The new chip was created in Intel's D1D Fab in Oregon using the same silicon manufacturing techniques that the company has used for creating billions of traditional computer chips. Smaller than a pencil's eraser, it is the tiniest quantum computing chip Intel has made.
The new spin qubit chip runs at the extremely low temperatures required for quantum computing: roughly 460 degrees below zero Fahrenheit -- 250 times colder than space.
The spin qubit chip does not contain transistors - the on/off switches that form the basis of today's computing devices - but qubits (short for "quantum bits") that can hold a single electron. The behavior of that single electron, which can be in multiple spin states simultaneously, offers vastly greater computing power than today's transistors, and is the basis of quantum computing.
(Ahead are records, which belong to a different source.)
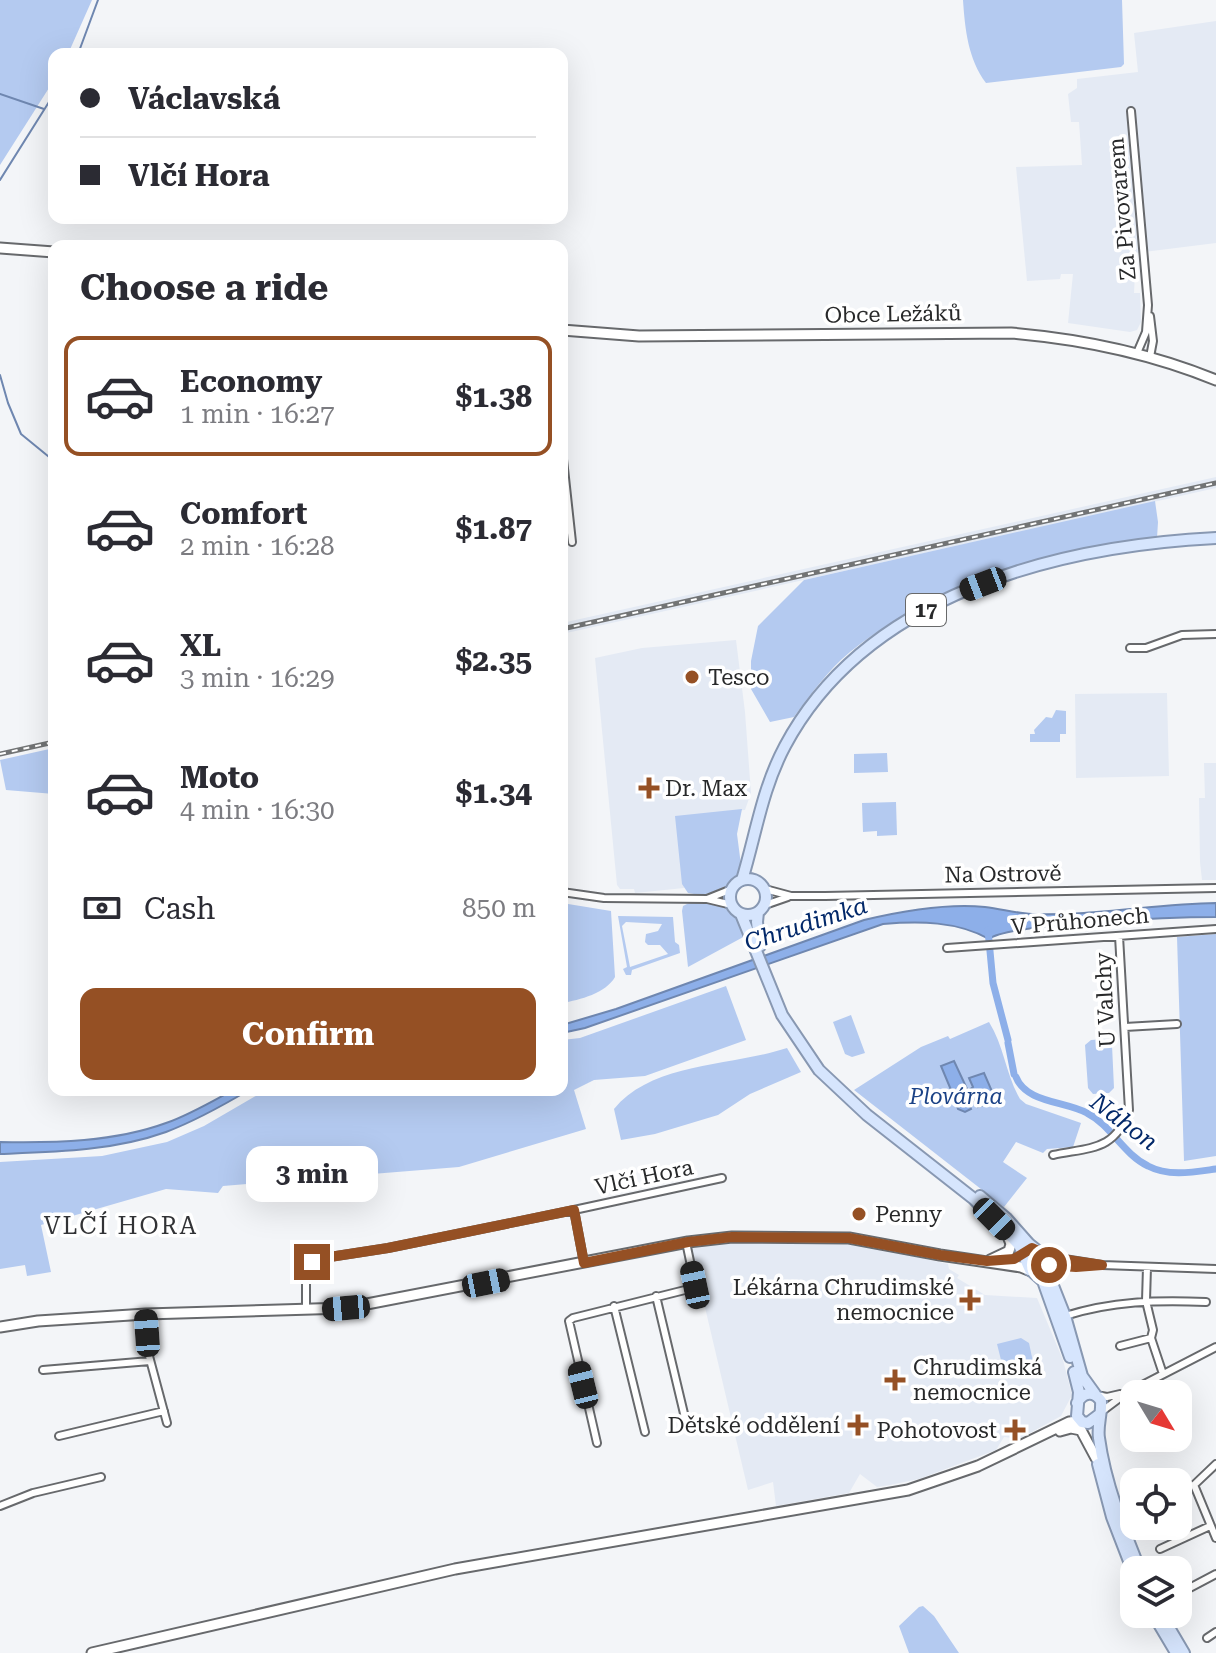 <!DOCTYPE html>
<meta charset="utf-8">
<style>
body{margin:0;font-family:"Roboto Serif",serif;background:#f2f2f3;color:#2b2b33;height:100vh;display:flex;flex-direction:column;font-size:30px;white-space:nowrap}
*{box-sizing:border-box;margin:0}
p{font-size:26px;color:#7c7c81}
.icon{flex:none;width:44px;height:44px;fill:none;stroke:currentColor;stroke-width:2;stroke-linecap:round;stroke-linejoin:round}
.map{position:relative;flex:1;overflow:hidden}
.details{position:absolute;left:48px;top:240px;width:520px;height:856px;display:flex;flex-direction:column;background:#fff;border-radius:16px;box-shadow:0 8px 32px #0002}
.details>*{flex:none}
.top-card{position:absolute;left:48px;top:48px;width:520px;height:176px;border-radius:16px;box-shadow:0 8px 32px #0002;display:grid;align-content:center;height:176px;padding:0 32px;background:#fff}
.needle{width:52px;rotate:128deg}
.tools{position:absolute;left:1120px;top:1380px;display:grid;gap:16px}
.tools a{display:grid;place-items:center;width:72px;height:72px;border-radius:16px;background:#fff;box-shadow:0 8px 32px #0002;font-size:40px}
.end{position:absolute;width:36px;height:36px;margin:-18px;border:10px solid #955024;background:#fff;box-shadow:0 0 0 4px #fff}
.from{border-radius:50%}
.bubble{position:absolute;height:56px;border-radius:16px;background:#fff;box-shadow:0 8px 32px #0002;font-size:26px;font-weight:700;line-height:56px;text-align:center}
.car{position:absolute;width:24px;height:48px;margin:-24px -12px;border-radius:10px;box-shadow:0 0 6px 2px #0007;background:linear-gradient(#222 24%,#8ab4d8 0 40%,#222 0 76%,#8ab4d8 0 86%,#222 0)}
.top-card b{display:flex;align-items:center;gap:28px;height:76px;font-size:30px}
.top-card b+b{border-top:2px solid #e1e1e2}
.top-card i{width:20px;height:20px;background:#2b2b33}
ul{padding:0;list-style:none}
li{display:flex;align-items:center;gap:24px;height:120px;margin:0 16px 12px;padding:0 16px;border:4px solid transparent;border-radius:16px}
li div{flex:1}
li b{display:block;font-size:30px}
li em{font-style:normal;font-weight:700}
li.active{border-color:#955024}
li>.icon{width:72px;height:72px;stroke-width:1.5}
h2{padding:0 32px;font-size:36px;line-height:96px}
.pay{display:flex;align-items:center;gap:20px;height:88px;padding:0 32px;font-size:30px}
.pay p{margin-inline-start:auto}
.action{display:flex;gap:16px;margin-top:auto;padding:16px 32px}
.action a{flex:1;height:92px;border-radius:16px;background:#955024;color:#fff;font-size:32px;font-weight:700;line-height:92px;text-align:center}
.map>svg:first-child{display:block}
</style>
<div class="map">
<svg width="1216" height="1653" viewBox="0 0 1216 1653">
<rect width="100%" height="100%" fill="#f3f5f8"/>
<path fill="#e4eaf4" d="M1216,21V243L1136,253L1134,293H1140L1141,322L1137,330L1130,332L1068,323L1073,274H1061L1060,279L1027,281L1016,167L1082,165L1079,122H1071L1068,94L1077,88V79L1138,72L1134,33Z
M1216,477V488L562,634V623Z
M736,640L745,712L751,793L745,810L719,812L684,888L635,893L634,889H620L617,885L595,658L642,648Z
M1167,693L1169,776L1076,778L1075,694Z
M1204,763H1216V880H1202L1200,862L1199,798H1205Z
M732,1242L843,1244L871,1247L948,1264L949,1269L959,1275L957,1278L985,1295L1037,1298L1063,1360L1072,1395L1061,1416L1019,1439L1004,1437L996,1450L919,1479L890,1485L877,1487L860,1474L849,1493L776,1506L773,1482L748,1490L691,1248Z"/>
<path fill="#b4caf0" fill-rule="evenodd" d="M0,0H92L68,54H54V80L0,165Z
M963,0H1122L1124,64L1121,67L986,83C968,59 965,29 963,0Z
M1155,501L1158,522L1157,538C1044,552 940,581 850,652C828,670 811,694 794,717L770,722L751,689V661L758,626L804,580Z
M1056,710L1066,711V734H1060V742H1030V734H1035L1034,730L1046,717L1052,718Z
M54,748V794L6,790L0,760Z
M887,753L888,772L854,773V754Z
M896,802L897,835L877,836V831L863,832L862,803Z
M742,809L737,834L741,865L743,866C734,888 712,898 688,893L682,884L675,816Z
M562,903L611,911L615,977C606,993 580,1000 562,1003Z
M689,903C721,903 733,903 747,935L688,967L682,911L683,906Z
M618,916L673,917L675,942L679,945L680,953L632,970L631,975H626L623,969L627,967ZM626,922L662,924L658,931L646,934L645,942L648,945H660L668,954L630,967L622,926Z
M1216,934V1156L1184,1161L1177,937Z
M726,986L746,1040L645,1076L594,1080L574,1090L586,1129L459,1167L223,1186L218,1193L166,1189L41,1225L51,1272L27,1276L25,1265L0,1269V1162L102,1156L167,1142L204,1126L266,1090H562V1040L580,1038Z
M851,1015L865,1053L852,1057L845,1054L833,1022Z
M989,1022C1004,1046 1006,1075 1020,1099L1026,1104L1081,1123L1073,1147L1047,1149L1043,1153L1016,1142L1003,1162L1027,1178L1004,1207L854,1090L921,1047L948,1036L950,1039Z
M1105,1039L1112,1045L1114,1088L1109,1093L1093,1094L1088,1088L1085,1045L1091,1040Z
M787,1048L801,1072L750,1094L718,1115L655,1134L621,1140L614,1109C652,1062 733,1066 787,1048Z
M1021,1338L1029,1343L1033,1362L1003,1368L997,1344Z
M923,1606L934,1616L959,1653H909L899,1626L919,1607Z"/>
<path fill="#8dafe9" stroke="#6f87b0" stroke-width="2" d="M1216,903V917C1181,917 1009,923 989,939C957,921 919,921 883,924L585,1028L562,1033V1025L616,1009L864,920C902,911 946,903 985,907C1002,909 1015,913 1032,914C1094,916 1155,904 1216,903Z
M954,1061L968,1091L973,1087L969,1078L984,1073L994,1096L992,1102L978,1107L975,1100L969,1104L971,1109L965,1112L958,1109L953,1095L955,1090H951L941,1066Z
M233,1090H249C222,1106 195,1121 166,1132C113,1151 55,1152 0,1154V1142C55,1143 114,1142 166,1123C189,1115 211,1102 233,1090Z"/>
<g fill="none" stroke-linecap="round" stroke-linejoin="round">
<path stroke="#6f87b0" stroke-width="2" d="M78,54L98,0
M0,94L44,109
M0,180L54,94
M0,375L8,403L21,434L54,461"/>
<path stroke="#8dafe9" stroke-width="7" d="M988,930L993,983L1008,1040
M1008,1043L1014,1074
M1016,1077C1026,1103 1065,1101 1087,1113C1111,1125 1123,1154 1148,1166C1169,1177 1194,1172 1216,1169"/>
<g stroke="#67696c" stroke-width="10">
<path id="street" d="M1131,111L1148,305L1146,332L1137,353
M1150,357L1153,341L1150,316
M562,450L572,542
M1130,648H1146L1182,635L1216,634
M765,889L791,896H825L1216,888
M562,892L604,898L707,899L732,905
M707,899L732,889
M765,905L788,897
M947,948L1216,929
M1125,1027L1177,1024
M1053,1155C1091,1147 1115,1151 1129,1110L1119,936
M574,1210L722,1178
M1045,1254L1058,1258L1102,1265L1216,1269
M1046,1266L1094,1265
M1147,1267L1146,1301L1153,1330L1151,1338
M656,1296L686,1422
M614,1306L645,1432
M306,1310V1273L317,1259L388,1248L574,1210L584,1263
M146,1314L149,1356L167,1423
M1065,1316C1112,1301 1157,1300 1206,1302
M1120,1346L1151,1338L1163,1374
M43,1370L150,1361
M1096,1395L1107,1397L1120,1394
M1101,1412L1125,1394L1216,1347
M59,1436L164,1411
M597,1443L569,1321L573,1318L693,1288L695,1285L686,1242
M1194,1485L1216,1538
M1178,1488L1194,1485L1216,1464
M0,1506L33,1493L101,1477
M1160,1549L1210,1526
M1182,1592L1216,1574
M1207,1638L1216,1632"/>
</g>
<g stroke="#67696c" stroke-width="13">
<path id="secondary" d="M0,248L54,252
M562,330L639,336L1011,333C1082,339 1150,353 1216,380
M990,1260L1009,1251L1011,1244L1008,1236
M0,1327L38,1321L146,1314L346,1308L688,1242L732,1237L849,1238L940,1255L1021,1267L1031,1271
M1060,1431L1071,1428L1081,1430L1096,1458
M92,1653L455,1569L908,1490L978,1466L1069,1422L1081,1421"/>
</g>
<g stroke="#8898b2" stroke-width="14">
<path id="primary" d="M730 897a18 18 0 1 1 36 0a18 18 0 1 1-36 0Z
M742,880C756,834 762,789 785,746C866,594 1057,546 1216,538
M758,912L757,922L760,946
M741,914L782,1015L819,1070L867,1115L974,1199L1019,1245L1030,1270L1038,1273L1046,1266
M980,1196L1006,1218L1029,1244L1044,1256L1048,1273L1065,1316L1082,1376L1095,1394
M1033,1272L1043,1281L1070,1357
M1074,1372L1079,1392L1077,1416L1082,1422L1088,1423L1100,1414
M1077,1403C1083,1392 1094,1390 1101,1401C1102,1414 1097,1426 1099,1438C1105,1483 1123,1528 1140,1570
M1098,1464L1112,1517L1134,1574
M1153,1614L1175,1651
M1161,1614L1184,1653"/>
</g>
<use href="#street" stroke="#fff" stroke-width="6"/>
<use href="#secondary" stroke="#fff" stroke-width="9"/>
<use href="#primary" stroke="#d6e5fd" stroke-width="10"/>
<g stroke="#727475" stroke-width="5">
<path id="rail" d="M562,629L1216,483
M0,754L54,742"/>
</g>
<use href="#rail" stroke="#fff" stroke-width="2" stroke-dasharray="6" stroke-linecap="butt"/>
</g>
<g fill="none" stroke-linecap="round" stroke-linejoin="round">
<path stroke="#955024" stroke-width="10" d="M312,1262L323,1258L388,1248L574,1210L584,1263L688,1242L732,1237L849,1238L940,1255L987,1261L1014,1259L1032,1248L1054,1258L1102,1265L1076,1267L1049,1265"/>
</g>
<g fill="#955024" stroke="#fff" stroke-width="3">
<circle cx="692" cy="677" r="8"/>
<path d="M645 776h8v8h8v8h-8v8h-8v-8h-8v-8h8z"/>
<circle cx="859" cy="1214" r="8"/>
<path d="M966 1288h8v8h8v8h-8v8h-8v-8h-8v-8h8z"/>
<path d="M891 1368h8v8h8v8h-8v8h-8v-8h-8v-8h8z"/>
<path d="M854 1413h8v8h8v8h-8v8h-8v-8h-8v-8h8z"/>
<path d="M1011 1418h8v8h8v8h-8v8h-8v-8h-8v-8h8z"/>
</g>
<g text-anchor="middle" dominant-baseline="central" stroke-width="7" stroke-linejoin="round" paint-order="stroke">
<rect fill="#fff" stroke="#68696a" stroke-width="2" x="906" y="594" width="40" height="32" rx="6"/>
<g font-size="20" font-weight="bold" fill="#28292a">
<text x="926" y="610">17</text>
</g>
<g font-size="22" fill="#28292a" stroke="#fff">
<text transform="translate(1122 209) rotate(-95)">Za Pivovarem</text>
<text transform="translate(893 314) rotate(-1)">Obce Ležáků</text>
<text transform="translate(1003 874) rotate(-1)">Na Ostrově</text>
<text transform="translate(1080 921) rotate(-5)">V Průhonech</text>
<text transform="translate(1105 1000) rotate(-93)">U Valchy</text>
<text transform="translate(644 1177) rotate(-12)">Vlčí Hora</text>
</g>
<g font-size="22" fill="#28292a" stroke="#fff" text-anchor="start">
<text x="708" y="677">Tesco</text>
<text x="665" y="788">Dr. Max</text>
<text x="875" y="1214">Penny</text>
<text x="954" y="1287" text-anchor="end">Lékárna Chrudimské<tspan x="954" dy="25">nemocnice</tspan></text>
<text x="913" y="1367">Chrudimská<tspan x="913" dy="25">nemocnice</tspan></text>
<text x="840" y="1425" text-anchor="end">Dětské oddělení</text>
<text x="997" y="1430" text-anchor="end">Pohotovost</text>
</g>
<g font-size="22" font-style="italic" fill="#1b4286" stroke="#fff">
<text x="956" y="1096">Plovárna</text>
</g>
<g font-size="24" font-style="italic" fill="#022869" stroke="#fff">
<text transform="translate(806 924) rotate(-18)">Chrudimka</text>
<text transform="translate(1124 1122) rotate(37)">Náhon</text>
</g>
<g font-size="24" letter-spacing="2" fill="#323336" stroke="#fff">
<text x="121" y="1226">VLČÍ HORA</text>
</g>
</g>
</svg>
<div class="tools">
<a><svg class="needle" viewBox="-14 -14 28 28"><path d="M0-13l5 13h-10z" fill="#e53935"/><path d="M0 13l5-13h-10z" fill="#7c7c81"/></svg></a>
<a><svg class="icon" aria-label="locate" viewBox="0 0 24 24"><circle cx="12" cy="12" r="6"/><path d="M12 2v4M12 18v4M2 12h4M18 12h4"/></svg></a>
<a><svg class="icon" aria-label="layers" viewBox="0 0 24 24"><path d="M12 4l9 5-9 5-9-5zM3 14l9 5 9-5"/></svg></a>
</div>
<i class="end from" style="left:1049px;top:1265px"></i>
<i class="end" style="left:312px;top:1262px"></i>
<div class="bubble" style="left:246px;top:1146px;width:132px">3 min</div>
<i class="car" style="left:983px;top:584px;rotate:249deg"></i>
<i class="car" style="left:994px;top:1219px;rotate:135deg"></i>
<i class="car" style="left:486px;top:1283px;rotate:79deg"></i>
<i class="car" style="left:695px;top:1285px;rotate:348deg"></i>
<i class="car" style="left:346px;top:1308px;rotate:265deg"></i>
<i class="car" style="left:147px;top:1333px;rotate:356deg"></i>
<i class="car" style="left:583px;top:1385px;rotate:346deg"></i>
<div class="top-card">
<b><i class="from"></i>Václavská</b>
<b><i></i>Vlčí Hora</b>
</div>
<section class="details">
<h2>Choose a ride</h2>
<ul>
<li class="active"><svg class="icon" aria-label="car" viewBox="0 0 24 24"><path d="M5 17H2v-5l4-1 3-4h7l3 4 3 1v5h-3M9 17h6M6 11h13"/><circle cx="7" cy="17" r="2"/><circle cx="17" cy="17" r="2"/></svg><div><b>Economy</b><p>1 min · 16:27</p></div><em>$1.38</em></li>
<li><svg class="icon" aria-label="car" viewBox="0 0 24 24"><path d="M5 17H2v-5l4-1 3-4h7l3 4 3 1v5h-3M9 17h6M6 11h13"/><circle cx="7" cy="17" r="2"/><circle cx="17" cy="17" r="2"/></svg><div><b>Comfort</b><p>2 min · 16:28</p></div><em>$1.87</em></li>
<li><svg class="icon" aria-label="car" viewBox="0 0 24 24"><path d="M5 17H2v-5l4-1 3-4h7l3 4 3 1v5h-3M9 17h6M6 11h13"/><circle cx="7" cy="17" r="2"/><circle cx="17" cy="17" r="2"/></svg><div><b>XL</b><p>3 min · 16:29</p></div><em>$2.35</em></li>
<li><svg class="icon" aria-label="car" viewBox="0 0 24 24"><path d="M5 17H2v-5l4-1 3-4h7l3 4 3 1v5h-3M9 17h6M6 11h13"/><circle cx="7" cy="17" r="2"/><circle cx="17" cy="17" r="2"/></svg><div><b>Moto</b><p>4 min · 16:30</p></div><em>$1.34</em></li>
</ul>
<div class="pay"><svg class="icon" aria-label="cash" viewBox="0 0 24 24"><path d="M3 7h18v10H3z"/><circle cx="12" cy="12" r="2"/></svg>Cash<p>850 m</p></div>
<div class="action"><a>Confirm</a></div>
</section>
</div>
Although quantum computing remains an 'exotic' concept for everyone, and the uncertainty around the actual implementation of actual computing machines remains in place no matter the various announcements made by large companies every now and then, Intel's tiny new spin qubit chip is has a promosing promising. Its qubits are extraordinarily small - about 50 nanometers across and visible only under an electron microscope. About 1,500 qubits could fit across the diameter of a single human hair. This means the design for new Intel spin qubit chip could be dramatically scaled up.
Future quantum computers will contain thousands or even millions of qubits - and will be vastly more powerful than today's fastest supercomputers.